NOTE A - Condensed Financial Statements
----------------------------------------

The condensed balance sheets as of July 31, 1995, the condensed statements 
of earnings for the three month periods ended July 31, 1995 and 1994, and 
the condensed statements of cash flows for the three month periods then 
ended have been prepared by the Company without audit.  These financial
statements reflect all adjustments which are, in the opinion of management, 
necessary to a fair statement of the results for the interim periods 
presented.  All adjustments made during the quarter ended July 31, 1995 are 
of a normal recurring nature.

Certain information and footnote disclosures normally included in financial 
statements prepared in accordance with generally accepted accounting 
principles have been omitted. It is suggested that these condensed financial 
statements be read in conjunction with the financial statements and notes
thereto included in the Company's annual report on Form 10-K for the year 
ended April 30, 1995.  The results of operations for the period ended 
July 31, 1995 are not necessarily indicative of the operating results for 
the full year.

NOTE B - Reclassification
--------------------------

Certain amounts previously reported have been reclassified to be consistent 
with the classifications being used in the current period.
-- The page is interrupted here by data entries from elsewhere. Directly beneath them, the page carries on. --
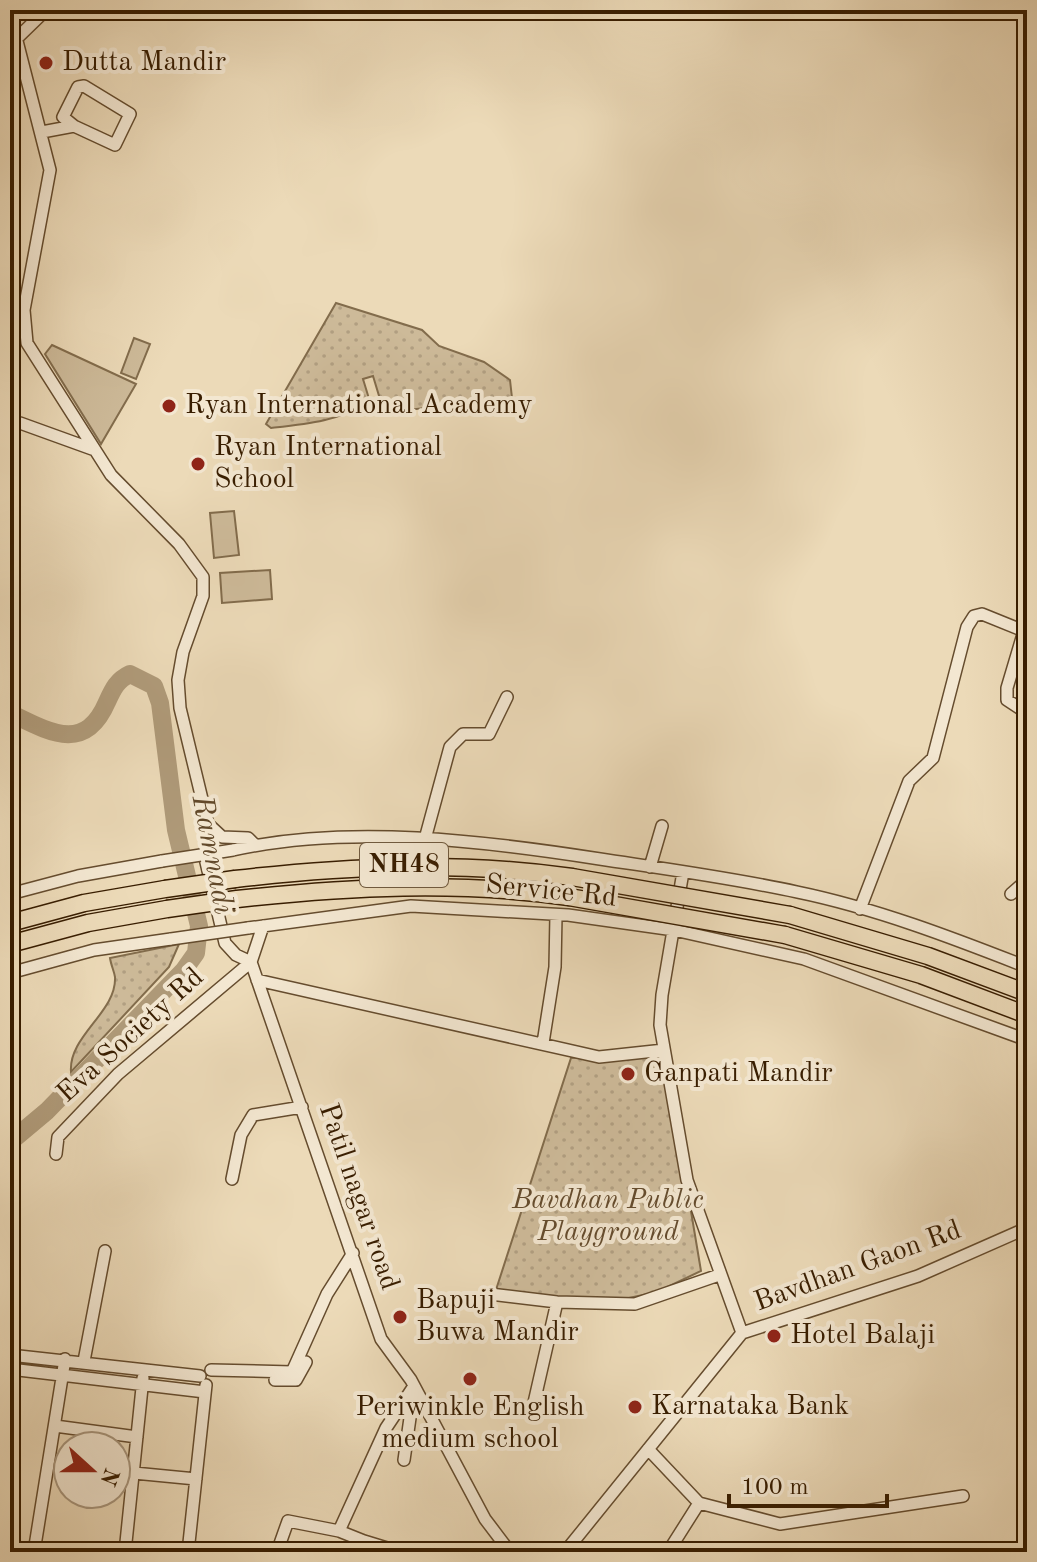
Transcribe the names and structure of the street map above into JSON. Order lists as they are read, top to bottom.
{
  "streets": {
    "highway": ["NH48"],
    "street": [
      "Service Rd",
      "Eva Society Rd",
      "Patil nagar road",
      "Bavdhan Gaon Rd"
    ]
  },
  "crossings": [
    ["Eva Society Rd", "Patil nagar road"]
  ],
  "water": ["Ramnadi"],
  "parks": ["Bavdhan Public Playground"],
  "places": [
    "Dutta Mandir",
    "Ryan International Academy",
    "Ryan International School",
    "Ganpati Mandir",
    "Bapuji Buwa Mandir",
    "Hotel Balaji",
    "Periwinkle English medium school",
    "Karnataka Bank"
  ],
  "scale_bar": "100 m",
  "north": "right"
}
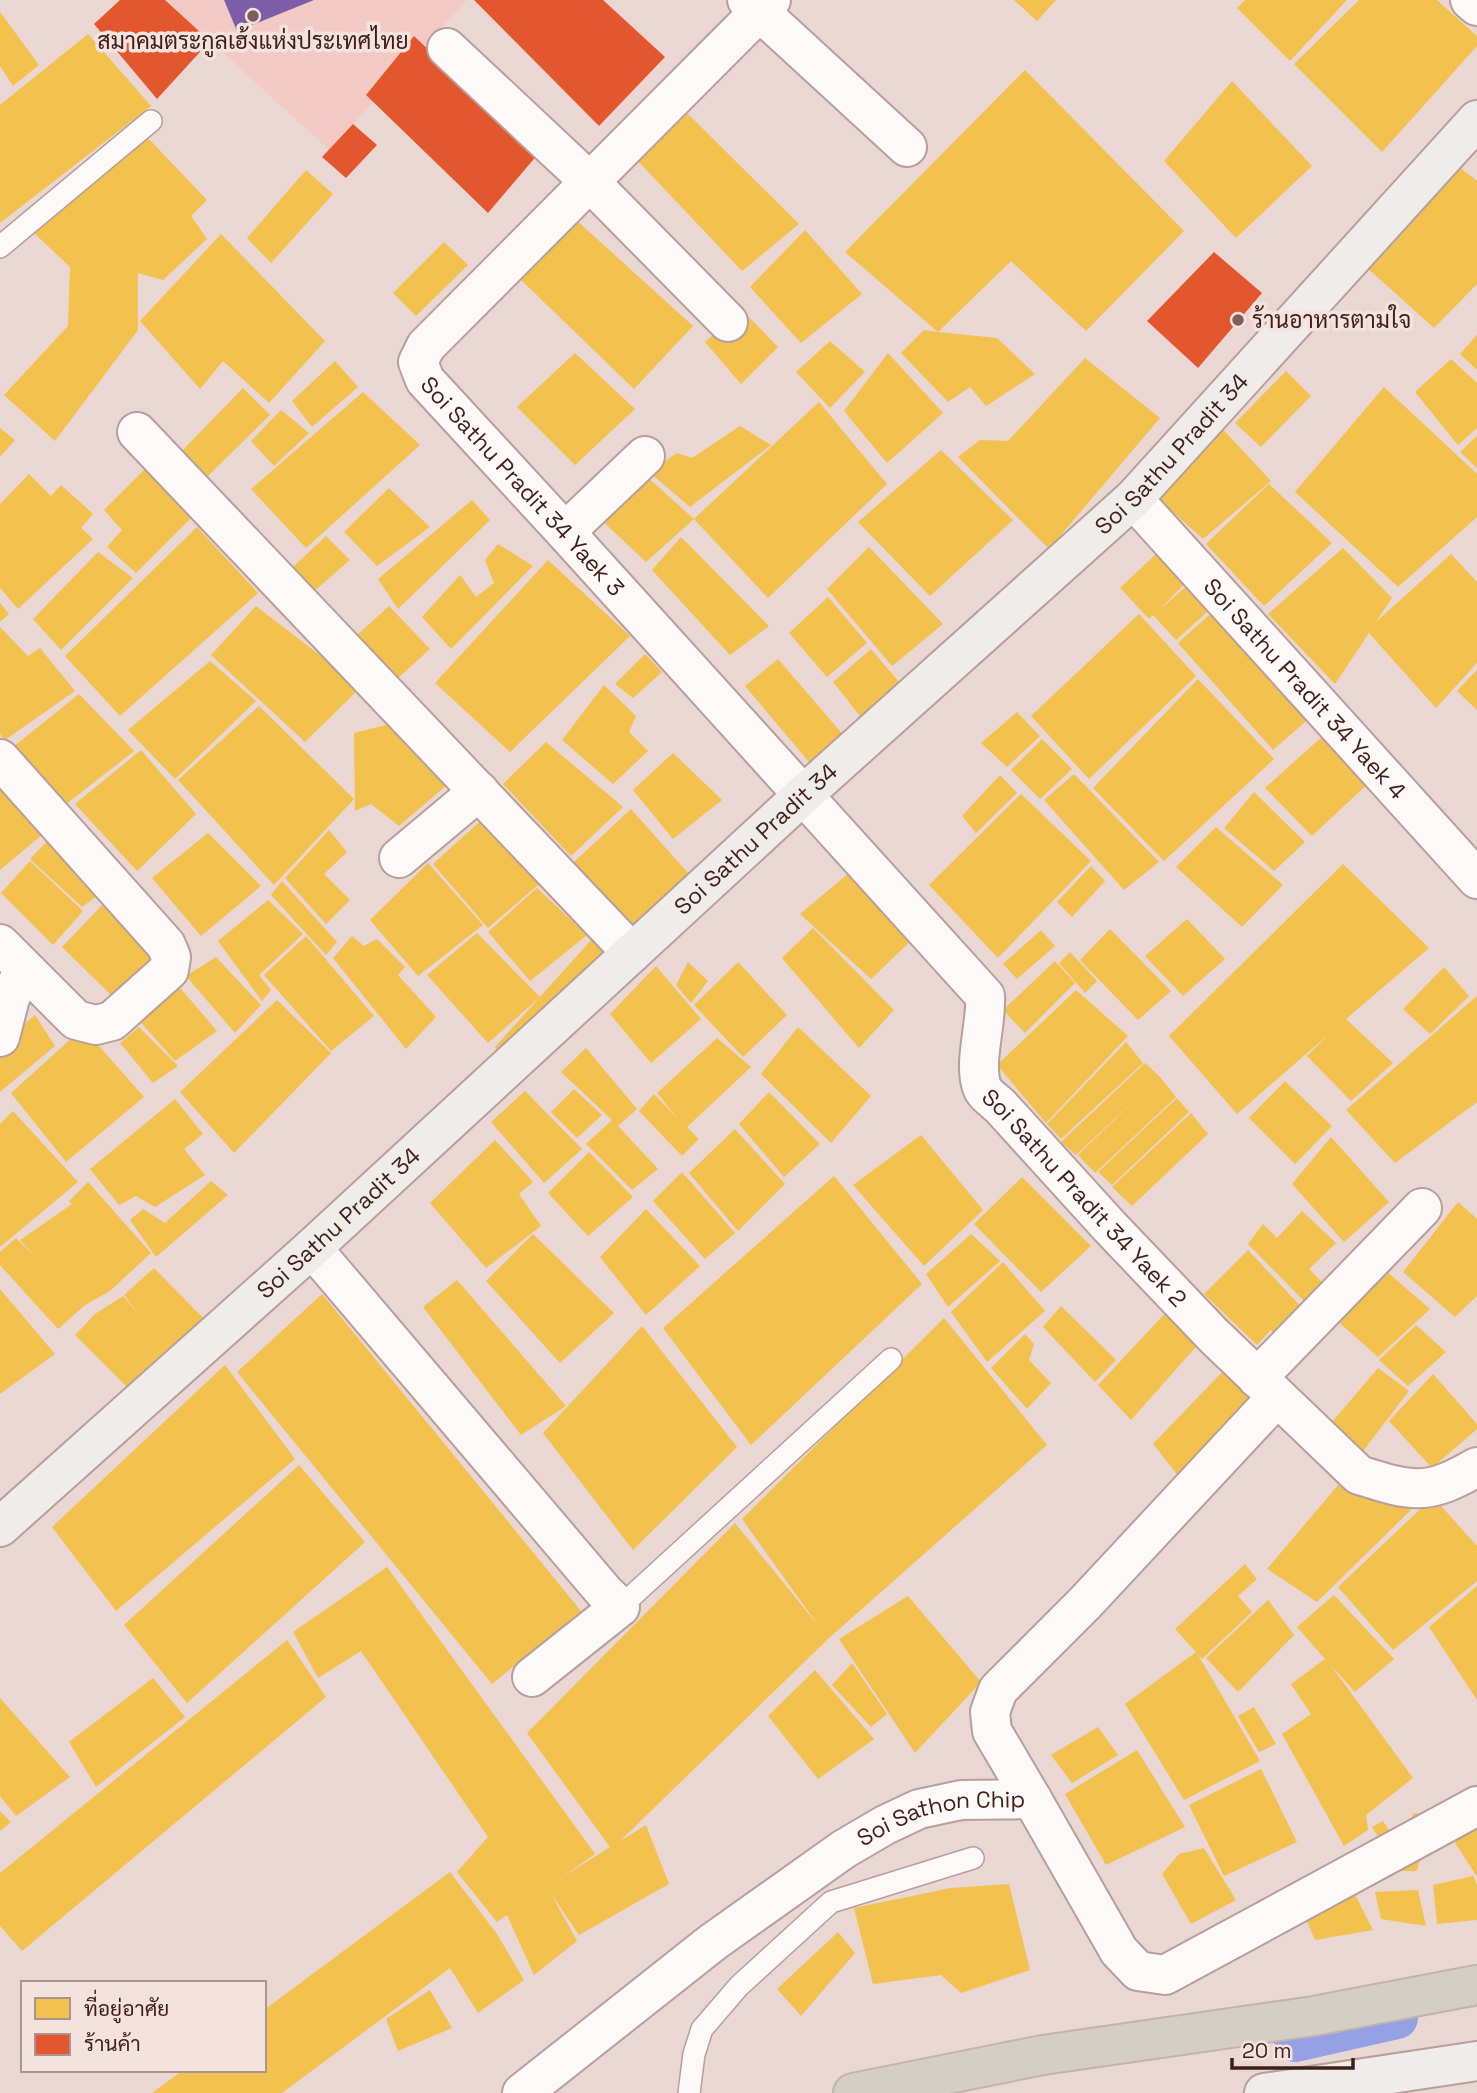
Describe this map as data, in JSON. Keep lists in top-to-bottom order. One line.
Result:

NOTE C - Acquisition of Subsidiary
-----------------------------------

On July 31, 1995, the Company acquired a new company at a net cost of 
$350,000, CimSoft Incorporated.   CimSoft has offices in Michigan and 
California.  It is the exclusive distributor for all of Cimage Enterprises 
Systems, Limited (CESL) products in North America.  These products are sold
under the trade name "Cimage" in markets similar to those the Company has 
served for many years.

The Company expects to expand their ability to serve its existing markets 
through new product offerings, broader sales and distribution coverage, 
and continued growth in its customer service programs.




















 MANAGEMENT'S DISCUSSION AND ANALYSIS OF FINANCIAL CONDITION
                  AND RESULTS OF OPERATIONS

RESULTS OF OPERATIONS

The Company has two primary lines of business.  Over the
years the Company has built a substantial, continuing field
maintenance business.  This business services, on a
nationwide basis, hardware and, on a national and
international basis, software for the Company's installed
base of customers and third parties.  The Company is also a
leader in the Technical Document Management Systems (TDMS)
software business.  In this line of business, the Company
develops and markets software solutions for its customers'
technical processes.  TDMS has the potential for substantial
growth in revenue and profits in that it serves a
potentially large, worldwide market opportunity.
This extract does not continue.